What is the relationship between preeclampsia and oxidative stress?
The relationship between preeclampsia and oxidative stress is an area of active research, and while the exact mechanisms are not fully understood, there is evidence to suggest that oxidative stress plays a significant role in the pathogenesis of preeclampsia.
- Placental Dysfunction: Oxidative stress is believed to contribute to abnormalities in placental function, which play a central role in the development of preeclampsia. During pregnancy, the placenta undergoes rapid growth and extensive vascularization to support the growing fetus. Dysregulation of oxidative stress pathways within the placenta can lead to inadequate blood flow, impaired placental development, and the release of pro-inflammatory and vasoconstrictive factors into the maternal circulation, contributing to the development of hypertension and other symptoms of preeclampsia.

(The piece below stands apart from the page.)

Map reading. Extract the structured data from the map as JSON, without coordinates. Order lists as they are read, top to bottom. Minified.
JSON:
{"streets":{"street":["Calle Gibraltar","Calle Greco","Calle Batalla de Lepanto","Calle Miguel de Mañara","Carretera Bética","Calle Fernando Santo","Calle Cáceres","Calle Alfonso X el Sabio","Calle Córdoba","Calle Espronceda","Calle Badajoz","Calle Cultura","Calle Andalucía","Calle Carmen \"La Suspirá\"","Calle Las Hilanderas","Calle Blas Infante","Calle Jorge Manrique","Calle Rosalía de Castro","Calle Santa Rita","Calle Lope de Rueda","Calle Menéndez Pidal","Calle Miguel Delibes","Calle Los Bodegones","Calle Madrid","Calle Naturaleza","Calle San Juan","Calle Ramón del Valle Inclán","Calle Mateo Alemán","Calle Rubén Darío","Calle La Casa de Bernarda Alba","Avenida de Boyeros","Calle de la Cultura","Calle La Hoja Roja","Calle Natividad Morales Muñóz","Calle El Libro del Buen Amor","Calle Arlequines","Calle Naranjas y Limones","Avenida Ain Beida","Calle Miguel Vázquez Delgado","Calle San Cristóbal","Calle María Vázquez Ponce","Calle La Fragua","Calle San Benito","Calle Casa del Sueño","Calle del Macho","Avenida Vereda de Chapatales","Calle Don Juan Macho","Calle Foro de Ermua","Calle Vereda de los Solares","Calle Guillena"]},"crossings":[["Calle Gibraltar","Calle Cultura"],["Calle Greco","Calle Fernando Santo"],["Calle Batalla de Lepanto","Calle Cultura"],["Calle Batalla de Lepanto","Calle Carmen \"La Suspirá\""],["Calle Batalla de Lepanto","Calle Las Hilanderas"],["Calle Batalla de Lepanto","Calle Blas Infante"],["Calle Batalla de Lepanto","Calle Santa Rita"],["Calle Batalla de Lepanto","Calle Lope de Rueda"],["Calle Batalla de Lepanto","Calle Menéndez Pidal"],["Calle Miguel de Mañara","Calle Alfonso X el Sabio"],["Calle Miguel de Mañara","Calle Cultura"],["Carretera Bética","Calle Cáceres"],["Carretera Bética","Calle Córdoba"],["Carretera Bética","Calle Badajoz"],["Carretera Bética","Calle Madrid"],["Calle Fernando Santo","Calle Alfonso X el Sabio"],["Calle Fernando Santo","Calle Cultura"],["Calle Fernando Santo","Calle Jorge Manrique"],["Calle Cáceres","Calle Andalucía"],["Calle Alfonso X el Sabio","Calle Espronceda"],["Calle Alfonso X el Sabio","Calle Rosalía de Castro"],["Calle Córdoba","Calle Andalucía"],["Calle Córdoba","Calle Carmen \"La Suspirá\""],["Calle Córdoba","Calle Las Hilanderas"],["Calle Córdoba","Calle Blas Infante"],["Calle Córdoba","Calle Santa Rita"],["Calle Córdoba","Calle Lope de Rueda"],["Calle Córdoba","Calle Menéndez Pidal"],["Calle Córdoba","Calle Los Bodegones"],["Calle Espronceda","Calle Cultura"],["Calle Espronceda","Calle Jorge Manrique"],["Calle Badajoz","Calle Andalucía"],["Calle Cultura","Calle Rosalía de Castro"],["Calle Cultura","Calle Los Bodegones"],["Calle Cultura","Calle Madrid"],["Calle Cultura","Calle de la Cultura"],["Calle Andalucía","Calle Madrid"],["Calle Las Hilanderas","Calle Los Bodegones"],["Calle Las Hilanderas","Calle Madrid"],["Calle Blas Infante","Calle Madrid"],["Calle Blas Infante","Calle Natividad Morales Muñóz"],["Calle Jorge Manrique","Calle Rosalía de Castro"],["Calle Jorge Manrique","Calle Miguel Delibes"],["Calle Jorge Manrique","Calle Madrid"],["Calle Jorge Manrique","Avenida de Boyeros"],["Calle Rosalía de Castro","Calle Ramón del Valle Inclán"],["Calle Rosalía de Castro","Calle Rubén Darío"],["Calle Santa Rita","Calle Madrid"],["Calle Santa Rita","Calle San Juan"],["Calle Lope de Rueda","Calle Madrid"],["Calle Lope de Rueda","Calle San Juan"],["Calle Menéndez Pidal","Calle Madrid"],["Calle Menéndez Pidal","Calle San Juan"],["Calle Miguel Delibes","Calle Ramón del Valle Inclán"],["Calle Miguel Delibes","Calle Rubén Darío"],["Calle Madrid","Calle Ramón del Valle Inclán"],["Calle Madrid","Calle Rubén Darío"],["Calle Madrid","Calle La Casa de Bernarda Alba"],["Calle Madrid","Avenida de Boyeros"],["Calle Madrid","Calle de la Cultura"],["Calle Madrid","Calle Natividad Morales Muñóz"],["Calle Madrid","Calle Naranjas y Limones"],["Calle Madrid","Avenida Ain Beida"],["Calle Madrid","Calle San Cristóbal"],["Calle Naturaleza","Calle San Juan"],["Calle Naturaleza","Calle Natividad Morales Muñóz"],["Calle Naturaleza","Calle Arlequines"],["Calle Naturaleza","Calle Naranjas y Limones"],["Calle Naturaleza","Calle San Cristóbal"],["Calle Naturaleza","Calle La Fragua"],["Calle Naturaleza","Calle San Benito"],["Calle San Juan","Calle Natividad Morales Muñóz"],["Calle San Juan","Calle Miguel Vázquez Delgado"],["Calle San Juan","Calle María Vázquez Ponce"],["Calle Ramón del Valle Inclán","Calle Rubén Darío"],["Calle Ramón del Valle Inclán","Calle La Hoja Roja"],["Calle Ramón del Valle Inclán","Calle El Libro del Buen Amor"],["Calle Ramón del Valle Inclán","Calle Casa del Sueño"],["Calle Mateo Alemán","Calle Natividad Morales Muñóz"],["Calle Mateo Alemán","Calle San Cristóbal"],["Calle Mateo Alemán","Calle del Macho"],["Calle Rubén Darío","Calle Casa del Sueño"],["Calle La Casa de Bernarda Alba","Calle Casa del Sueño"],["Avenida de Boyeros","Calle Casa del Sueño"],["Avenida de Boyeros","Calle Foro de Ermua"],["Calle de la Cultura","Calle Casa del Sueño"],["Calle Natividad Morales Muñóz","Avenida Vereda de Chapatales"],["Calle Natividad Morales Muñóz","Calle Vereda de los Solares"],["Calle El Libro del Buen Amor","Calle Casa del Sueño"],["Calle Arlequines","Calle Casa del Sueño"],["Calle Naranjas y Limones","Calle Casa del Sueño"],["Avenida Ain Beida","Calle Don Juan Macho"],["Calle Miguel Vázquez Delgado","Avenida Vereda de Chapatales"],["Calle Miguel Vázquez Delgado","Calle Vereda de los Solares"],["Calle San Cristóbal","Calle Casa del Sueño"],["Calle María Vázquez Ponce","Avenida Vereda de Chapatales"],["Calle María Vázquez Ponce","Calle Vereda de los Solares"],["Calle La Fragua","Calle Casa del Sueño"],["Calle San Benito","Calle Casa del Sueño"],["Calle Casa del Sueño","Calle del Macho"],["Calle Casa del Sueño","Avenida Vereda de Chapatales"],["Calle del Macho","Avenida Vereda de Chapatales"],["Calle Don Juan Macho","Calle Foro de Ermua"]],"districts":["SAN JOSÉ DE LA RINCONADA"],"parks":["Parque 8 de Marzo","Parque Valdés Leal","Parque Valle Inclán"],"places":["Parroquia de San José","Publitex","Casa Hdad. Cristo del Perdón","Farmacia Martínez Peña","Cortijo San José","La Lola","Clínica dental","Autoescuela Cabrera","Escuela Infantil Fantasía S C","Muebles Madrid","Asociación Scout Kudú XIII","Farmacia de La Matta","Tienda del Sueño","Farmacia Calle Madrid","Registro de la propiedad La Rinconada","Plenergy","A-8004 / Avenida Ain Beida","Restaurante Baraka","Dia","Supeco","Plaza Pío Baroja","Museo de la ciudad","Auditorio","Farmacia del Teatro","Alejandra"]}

- Endothelial Dysfunction: Oxidative stress can impair endothelial function, which refers to the ability of the cells lining blood vessels to regulate vascular tone and maintain vascular integrity. In preeclampsia, endothelial dysfunction is a hallmark feature and contributes to the widespread vascular abnormalities observed in the condition, including vasoconstriction, increased vascular permeability, and thrombosis. Elevated levels of oxidative stress markers have been found in the endothelial cells of women with preeclampsia, suggesting a direct role for oxidative stress in endothelial dysfunction.
- Inflammation: Oxidative stress can trigger inflammatory responses within the placenta and maternal circulation, leading to the release of pro-inflammatory cytokines, chemokines, and other mediators of inflammation. Chronic low-grade inflammation is believed to be involved in the pathogenesis of preeclampsia and contributes to endothelial dysfunction, vascular damage, and systemic complications. Oxidative stress and inflammation can create a vicious cycle, as inflammation can further increase oxidative stress and exacerbate tissue damage.
- Oxidative Damage: Increased oxidative stress in preeclampsia results in the production of reactive oxygen species (ROS) and reactive nitrogen species (RNS), which can damage cellular structures such as lipids, proteins, and DNA. Oxidative damage to the placenta, endothelium, and other tissues may contribute to the pathophysiology of preeclampsia by disrupting cellular function, impairing vascular homeostasis, and promoting tissue injury and dysfunction.
Overall, oxidative stress is believed to be a key contributor to the development and progression of preeclampsia, acting through multiple pathways to promote placental dysfunction, endothelial dysfunction, inflammation, and oxidative damage.